--- INPUT RECORDS Enclosed Below ---
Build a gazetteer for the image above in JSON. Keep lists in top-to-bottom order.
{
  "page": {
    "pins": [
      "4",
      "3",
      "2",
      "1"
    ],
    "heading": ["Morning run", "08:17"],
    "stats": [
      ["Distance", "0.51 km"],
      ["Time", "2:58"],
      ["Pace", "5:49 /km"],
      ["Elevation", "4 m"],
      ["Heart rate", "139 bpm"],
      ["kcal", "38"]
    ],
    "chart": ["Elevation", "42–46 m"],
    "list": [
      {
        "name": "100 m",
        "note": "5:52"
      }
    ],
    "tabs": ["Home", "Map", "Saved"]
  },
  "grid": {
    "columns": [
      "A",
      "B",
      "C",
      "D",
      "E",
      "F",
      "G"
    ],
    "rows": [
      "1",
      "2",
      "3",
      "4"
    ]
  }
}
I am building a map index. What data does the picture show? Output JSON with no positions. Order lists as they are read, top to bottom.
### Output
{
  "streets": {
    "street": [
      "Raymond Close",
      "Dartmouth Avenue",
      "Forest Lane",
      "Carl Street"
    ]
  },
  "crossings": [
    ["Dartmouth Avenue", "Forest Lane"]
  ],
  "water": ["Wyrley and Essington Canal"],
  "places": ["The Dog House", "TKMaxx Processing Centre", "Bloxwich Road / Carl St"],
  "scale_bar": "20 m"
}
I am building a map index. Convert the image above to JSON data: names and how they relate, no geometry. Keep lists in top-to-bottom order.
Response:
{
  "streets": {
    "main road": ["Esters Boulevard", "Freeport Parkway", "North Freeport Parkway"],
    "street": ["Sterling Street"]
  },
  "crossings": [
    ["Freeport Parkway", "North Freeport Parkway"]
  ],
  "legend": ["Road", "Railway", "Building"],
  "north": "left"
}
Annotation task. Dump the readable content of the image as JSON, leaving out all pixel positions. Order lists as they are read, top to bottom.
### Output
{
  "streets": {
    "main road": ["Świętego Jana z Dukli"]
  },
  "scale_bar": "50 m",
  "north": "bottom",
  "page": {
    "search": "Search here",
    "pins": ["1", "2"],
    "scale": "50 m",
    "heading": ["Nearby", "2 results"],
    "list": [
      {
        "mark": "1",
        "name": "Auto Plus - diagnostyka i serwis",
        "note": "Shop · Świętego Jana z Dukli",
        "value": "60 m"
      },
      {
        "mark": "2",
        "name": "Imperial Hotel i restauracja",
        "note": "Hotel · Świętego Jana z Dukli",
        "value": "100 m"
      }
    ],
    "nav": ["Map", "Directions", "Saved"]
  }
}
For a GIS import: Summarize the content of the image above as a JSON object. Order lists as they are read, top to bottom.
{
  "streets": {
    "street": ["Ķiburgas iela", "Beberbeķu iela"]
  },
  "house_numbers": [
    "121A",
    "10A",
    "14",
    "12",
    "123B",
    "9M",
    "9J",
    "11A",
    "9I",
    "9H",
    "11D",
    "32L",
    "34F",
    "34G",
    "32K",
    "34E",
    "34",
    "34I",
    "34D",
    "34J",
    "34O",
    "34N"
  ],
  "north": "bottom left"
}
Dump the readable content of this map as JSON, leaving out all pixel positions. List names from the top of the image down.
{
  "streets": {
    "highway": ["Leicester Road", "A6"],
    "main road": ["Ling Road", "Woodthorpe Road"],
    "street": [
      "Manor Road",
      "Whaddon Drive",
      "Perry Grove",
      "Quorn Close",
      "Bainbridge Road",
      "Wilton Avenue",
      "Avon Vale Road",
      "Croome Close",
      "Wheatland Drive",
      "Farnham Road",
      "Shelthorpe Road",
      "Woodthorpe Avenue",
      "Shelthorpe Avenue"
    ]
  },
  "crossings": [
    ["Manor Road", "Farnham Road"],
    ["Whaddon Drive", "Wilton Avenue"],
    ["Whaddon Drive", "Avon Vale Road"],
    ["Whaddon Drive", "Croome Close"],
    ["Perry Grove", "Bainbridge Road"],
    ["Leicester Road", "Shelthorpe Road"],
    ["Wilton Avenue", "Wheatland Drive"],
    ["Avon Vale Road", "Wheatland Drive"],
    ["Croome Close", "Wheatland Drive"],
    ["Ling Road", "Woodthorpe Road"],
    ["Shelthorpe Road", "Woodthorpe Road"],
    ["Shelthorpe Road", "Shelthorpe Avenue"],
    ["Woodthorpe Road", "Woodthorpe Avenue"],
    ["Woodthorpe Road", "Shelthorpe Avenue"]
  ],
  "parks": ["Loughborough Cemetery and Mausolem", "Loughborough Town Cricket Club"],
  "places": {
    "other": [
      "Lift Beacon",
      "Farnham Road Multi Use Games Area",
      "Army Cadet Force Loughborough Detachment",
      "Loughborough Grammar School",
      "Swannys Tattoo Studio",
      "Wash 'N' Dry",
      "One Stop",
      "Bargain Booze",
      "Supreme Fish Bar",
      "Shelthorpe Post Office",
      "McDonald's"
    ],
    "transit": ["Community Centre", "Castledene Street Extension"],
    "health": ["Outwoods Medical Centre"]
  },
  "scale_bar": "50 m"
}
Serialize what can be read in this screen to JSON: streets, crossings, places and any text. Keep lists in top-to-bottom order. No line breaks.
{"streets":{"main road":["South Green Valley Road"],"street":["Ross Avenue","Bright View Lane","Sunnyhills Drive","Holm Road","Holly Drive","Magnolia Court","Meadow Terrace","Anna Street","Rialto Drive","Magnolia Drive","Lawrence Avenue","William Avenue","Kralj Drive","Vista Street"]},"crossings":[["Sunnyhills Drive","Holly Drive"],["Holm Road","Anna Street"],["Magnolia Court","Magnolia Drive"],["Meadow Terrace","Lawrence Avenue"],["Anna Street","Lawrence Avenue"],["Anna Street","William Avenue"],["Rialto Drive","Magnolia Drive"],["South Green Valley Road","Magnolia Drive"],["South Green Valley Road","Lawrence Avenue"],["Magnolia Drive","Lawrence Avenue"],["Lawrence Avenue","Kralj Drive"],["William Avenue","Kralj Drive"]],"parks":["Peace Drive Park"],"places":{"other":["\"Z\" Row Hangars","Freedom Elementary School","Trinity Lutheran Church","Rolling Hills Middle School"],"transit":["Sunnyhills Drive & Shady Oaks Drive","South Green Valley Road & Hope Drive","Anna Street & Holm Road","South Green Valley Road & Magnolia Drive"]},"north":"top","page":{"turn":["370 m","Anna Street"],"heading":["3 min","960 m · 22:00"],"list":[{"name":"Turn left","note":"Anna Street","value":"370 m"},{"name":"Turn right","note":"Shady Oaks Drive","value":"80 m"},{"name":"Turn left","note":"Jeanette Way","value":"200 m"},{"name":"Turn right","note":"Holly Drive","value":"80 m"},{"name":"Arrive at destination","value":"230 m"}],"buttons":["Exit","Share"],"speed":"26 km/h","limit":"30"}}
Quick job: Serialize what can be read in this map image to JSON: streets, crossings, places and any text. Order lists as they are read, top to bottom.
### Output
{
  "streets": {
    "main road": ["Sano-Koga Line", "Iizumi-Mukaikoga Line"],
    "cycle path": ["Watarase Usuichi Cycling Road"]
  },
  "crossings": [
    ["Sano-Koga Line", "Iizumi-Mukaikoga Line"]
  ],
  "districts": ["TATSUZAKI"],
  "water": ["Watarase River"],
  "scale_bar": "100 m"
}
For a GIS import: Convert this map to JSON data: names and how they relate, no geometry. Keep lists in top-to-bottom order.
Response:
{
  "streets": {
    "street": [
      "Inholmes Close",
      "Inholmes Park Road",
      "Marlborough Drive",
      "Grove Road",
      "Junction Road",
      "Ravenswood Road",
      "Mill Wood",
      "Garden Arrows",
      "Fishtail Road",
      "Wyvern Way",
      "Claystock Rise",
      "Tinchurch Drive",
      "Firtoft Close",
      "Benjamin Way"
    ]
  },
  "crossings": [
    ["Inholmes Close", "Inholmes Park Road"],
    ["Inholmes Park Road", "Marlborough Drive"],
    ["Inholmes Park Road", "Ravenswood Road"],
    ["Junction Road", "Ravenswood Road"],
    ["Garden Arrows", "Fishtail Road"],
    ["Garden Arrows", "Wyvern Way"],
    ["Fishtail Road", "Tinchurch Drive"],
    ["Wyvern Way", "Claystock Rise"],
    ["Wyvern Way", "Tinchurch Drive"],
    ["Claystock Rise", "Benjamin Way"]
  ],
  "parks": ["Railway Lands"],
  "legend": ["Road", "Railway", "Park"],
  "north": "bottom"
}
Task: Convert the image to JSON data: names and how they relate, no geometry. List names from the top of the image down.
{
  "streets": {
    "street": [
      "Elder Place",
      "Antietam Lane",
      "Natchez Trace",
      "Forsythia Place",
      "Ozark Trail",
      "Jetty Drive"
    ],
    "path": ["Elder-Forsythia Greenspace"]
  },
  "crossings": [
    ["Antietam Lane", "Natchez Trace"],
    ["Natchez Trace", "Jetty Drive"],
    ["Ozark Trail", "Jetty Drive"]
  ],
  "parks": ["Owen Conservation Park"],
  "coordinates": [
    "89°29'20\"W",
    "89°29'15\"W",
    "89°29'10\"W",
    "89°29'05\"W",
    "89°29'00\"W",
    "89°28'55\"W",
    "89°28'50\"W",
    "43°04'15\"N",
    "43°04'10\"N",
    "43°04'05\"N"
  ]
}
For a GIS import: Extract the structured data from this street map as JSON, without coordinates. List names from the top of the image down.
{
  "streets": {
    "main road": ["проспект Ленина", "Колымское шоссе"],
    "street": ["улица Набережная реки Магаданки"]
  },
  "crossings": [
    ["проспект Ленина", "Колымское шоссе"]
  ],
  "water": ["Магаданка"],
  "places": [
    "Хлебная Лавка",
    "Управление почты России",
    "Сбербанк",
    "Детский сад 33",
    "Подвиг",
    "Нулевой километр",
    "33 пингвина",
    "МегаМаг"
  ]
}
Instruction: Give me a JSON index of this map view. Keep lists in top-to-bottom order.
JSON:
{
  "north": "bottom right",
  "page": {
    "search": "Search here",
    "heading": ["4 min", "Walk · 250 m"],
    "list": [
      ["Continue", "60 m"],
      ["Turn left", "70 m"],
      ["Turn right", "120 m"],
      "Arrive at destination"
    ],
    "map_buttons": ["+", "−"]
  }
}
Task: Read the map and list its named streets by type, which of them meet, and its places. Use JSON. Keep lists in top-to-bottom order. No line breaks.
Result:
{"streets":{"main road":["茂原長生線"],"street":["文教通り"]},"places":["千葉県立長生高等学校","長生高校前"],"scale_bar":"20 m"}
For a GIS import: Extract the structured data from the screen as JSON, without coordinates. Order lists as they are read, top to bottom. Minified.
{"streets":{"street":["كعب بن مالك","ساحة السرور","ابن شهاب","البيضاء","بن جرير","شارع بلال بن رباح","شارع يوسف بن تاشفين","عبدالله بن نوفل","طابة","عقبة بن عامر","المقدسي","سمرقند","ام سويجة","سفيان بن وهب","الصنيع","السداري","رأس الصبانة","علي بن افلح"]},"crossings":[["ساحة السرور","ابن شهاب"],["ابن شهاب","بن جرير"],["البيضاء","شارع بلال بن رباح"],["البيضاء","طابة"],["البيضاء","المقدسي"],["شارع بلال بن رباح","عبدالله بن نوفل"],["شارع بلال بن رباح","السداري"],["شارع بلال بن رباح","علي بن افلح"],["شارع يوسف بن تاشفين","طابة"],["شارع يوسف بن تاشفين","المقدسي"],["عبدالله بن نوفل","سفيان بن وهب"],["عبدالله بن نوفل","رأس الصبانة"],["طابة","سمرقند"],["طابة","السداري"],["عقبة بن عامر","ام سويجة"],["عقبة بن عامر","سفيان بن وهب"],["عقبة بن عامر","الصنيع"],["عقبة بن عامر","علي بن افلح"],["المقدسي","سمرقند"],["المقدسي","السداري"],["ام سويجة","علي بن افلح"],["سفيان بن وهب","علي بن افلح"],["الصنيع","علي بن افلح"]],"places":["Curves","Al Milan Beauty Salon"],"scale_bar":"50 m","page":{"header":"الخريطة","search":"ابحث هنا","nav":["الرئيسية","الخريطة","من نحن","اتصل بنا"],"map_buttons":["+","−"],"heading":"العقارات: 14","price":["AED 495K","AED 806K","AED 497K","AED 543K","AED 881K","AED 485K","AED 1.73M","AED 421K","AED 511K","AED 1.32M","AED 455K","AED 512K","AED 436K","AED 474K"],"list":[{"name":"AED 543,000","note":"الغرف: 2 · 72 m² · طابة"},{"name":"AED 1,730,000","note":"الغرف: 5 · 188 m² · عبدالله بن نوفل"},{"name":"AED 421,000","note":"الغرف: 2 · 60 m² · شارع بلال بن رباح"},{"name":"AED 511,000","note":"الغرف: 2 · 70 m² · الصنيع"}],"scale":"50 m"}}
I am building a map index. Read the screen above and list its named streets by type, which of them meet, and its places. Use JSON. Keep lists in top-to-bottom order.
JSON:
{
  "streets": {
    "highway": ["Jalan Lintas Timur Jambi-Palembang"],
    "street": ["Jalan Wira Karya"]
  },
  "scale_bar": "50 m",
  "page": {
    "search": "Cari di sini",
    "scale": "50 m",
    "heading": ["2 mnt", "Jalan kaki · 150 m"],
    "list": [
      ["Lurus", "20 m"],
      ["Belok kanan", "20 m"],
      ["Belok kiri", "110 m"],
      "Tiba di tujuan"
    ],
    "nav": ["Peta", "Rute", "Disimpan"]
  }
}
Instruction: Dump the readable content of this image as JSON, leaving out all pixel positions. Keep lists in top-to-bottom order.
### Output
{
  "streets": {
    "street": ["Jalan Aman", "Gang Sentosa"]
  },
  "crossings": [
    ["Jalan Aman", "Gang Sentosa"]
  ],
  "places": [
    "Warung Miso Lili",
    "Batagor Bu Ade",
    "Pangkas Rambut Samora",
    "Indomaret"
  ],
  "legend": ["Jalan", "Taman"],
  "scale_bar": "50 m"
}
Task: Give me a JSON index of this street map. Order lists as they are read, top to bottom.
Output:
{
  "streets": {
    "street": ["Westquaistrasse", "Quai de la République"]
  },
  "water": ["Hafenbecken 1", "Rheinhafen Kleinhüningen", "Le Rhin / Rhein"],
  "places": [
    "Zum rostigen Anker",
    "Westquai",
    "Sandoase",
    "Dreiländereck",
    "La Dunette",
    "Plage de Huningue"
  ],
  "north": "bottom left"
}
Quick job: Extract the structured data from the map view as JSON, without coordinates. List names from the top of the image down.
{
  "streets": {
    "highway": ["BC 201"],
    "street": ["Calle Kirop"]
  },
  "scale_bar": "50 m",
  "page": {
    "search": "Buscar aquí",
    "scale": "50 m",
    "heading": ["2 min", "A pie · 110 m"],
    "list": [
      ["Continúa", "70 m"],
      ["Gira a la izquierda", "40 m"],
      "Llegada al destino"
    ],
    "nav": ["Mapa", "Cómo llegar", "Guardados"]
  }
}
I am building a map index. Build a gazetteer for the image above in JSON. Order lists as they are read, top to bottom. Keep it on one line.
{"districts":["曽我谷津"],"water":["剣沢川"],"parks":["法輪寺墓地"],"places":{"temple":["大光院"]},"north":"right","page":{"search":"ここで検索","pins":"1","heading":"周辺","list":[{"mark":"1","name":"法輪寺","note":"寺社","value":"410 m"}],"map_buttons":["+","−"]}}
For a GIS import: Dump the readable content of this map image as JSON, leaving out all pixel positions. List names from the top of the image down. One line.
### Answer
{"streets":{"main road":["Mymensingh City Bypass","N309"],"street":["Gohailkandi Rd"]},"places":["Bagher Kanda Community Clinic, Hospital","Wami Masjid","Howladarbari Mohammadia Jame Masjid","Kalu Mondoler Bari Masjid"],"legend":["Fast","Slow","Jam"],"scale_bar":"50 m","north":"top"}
--- End of Enclosed INPUT RECORDS ---
WORK INSTRUCTION » If a line in the data holds the word "which", count it, then state the total alone.

REPLY » 2